Development Workflow
Rizing development uses a release
branching model, with advancements to environments happening automatically after Pull Requests are merged. See Branching Model for more details on branching.
Workflow Steps
Release branch
- A new release branch is created to initiate work for an active release.
ex:
release/omni/v1.0.0
Feature branches
- Feature branches are created off of the release branch to do work
ex:
omni/russell.green/1234-updating-user-guide
- Once feature branches are completed, a Pull Request is made
[feature branch] ---> [release branch]
Quality Assurance
- The PR pipeline will automatically create a sandboxed
DEV environment
site for testing - Testers will test the "sandbox" site and approve the PR once acceptance criteria is met
- Technical reviewers will review the code and approve based on technical standards being met (see Coding Standards)

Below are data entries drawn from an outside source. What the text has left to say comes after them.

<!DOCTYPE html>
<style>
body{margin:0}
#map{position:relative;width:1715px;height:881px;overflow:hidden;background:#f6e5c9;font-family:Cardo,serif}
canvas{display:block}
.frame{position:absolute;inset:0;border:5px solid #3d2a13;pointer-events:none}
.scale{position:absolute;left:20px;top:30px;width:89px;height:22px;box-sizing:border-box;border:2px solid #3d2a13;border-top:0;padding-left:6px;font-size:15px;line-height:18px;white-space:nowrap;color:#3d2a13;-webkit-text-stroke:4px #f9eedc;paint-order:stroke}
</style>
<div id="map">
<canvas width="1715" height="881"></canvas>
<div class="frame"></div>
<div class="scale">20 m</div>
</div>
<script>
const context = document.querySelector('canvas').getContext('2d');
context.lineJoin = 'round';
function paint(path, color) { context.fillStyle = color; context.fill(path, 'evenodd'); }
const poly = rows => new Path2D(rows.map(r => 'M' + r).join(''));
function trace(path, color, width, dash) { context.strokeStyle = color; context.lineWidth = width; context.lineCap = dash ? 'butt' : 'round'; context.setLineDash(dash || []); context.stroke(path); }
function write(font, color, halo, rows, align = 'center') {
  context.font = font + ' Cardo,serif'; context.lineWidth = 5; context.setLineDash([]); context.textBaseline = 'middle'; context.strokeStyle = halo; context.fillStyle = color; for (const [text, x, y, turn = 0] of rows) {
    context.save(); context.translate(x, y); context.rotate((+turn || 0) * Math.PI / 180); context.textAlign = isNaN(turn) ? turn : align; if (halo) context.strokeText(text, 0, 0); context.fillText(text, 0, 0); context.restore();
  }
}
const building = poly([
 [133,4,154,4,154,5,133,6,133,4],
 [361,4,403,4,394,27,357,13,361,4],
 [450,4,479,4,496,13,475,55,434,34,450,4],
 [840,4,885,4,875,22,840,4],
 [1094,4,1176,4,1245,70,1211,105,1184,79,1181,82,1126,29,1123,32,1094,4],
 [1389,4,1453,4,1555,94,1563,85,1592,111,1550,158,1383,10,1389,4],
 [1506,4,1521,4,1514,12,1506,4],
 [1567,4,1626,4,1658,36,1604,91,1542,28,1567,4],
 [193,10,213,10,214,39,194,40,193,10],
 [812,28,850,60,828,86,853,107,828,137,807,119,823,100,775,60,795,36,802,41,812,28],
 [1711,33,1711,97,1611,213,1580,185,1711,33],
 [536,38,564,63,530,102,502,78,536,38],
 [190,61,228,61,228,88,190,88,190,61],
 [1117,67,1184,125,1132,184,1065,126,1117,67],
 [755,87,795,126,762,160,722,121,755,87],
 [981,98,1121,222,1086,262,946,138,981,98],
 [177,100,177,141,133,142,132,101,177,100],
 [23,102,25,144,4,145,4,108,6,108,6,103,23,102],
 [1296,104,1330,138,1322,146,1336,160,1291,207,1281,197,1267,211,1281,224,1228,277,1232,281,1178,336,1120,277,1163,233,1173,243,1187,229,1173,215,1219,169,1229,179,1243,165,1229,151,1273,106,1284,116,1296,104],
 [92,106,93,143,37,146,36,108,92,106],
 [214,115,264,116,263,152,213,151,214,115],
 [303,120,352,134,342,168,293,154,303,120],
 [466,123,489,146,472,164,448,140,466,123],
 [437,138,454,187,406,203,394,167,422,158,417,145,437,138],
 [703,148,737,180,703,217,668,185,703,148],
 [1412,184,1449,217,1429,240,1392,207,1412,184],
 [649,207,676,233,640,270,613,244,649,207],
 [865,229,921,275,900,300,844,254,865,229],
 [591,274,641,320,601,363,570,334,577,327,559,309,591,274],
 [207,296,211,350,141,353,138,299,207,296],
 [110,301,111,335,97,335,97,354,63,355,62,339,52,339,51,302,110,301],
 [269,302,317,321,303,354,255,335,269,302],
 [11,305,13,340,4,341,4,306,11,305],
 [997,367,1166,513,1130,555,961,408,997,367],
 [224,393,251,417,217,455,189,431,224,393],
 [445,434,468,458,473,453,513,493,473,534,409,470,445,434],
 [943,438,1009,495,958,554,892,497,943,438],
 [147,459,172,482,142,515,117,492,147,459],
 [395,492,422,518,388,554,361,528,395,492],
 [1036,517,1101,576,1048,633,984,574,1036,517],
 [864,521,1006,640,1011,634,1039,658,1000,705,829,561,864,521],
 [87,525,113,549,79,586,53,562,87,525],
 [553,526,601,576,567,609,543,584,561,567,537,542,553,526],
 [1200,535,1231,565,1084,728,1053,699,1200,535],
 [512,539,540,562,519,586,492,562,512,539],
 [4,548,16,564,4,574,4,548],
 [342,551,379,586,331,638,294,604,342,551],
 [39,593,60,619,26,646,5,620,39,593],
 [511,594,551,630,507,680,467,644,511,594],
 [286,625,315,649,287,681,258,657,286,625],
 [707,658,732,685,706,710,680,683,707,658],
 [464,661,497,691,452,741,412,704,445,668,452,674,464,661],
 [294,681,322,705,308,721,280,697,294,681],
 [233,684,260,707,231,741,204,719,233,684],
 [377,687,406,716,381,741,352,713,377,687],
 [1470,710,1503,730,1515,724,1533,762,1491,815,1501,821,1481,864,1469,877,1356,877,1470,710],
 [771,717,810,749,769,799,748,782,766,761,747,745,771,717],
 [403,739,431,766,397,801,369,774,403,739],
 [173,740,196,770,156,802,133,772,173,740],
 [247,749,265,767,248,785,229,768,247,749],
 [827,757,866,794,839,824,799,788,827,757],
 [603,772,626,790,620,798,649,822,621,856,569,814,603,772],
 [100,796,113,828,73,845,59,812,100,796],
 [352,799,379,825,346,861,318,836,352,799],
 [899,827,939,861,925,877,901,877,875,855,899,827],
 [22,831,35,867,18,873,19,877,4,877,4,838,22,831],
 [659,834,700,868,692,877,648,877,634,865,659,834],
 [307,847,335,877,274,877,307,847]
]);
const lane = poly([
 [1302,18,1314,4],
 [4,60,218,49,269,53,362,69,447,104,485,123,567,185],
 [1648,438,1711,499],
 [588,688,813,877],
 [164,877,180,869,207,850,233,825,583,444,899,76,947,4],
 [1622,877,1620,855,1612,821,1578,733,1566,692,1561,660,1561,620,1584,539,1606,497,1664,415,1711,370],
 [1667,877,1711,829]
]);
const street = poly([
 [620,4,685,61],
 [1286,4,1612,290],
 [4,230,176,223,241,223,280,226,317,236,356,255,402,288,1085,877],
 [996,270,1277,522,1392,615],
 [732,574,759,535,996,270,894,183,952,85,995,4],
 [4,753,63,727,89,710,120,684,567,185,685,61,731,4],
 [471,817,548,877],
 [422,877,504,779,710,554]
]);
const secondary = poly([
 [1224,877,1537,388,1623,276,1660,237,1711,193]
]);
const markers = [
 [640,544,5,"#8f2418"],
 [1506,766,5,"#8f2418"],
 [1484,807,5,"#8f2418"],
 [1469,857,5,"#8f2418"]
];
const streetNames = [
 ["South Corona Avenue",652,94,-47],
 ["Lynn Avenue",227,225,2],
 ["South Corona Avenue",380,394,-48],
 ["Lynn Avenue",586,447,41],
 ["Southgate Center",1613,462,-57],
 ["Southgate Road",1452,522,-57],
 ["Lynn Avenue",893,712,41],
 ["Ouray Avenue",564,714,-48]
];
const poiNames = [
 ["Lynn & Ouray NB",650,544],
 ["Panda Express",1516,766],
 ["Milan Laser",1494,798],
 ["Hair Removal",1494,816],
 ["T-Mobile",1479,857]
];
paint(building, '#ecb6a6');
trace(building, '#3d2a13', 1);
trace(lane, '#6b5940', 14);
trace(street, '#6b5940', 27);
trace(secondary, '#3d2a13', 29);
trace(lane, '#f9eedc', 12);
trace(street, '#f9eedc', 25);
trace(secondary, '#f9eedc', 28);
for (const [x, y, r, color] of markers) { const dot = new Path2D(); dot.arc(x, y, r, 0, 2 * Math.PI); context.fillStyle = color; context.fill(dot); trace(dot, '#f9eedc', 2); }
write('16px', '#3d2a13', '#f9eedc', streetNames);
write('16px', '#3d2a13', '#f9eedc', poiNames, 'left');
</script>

Required approvals are enforced via ADO branch policies
- Once all approvers approve the PR, it will get merged
- The PR merge will automatically deploy the merged code (release branch) to the release site
ex:
https://omni-v1-0-0.rizing.dev
- This process will repeat for all features/bugs in this release
Regression Testing
- Regression testing (testing the combined feature branches together) can occur on the release branch at anytime
Generate Release
- Once a version is ready to be released, a PR will be created to merge the release branch into the
main
branchex: [release/omni/v1.0.0] ---> [main]
- The release branch will be tested against the release testing branch (plus any other testing)
- Once all testing is done and minimum approvals have been met, the PR will be merged
Production Deployment
- Upon PR merging from release branch to main, a pipeline will automatically deploy the application to the production environment
Workflows
General Deployment Workflow
Deployments, to all environments, should be automated (where possible), repeatable, and restricted based on Azure DevOps policies. Each product may differ on the exact deployment targets and strategies, however, the general principles should be applied globally. Below is a typical application deployment workflow for a containerized application.
PR Workflow
All changes to the source code must be made through a Pull Request. The Pull Request provides an opportunity for the code to be reviewed, tested, and verified before ever making it into the stable code base (and ultimately a release). See Pull Requests for more details.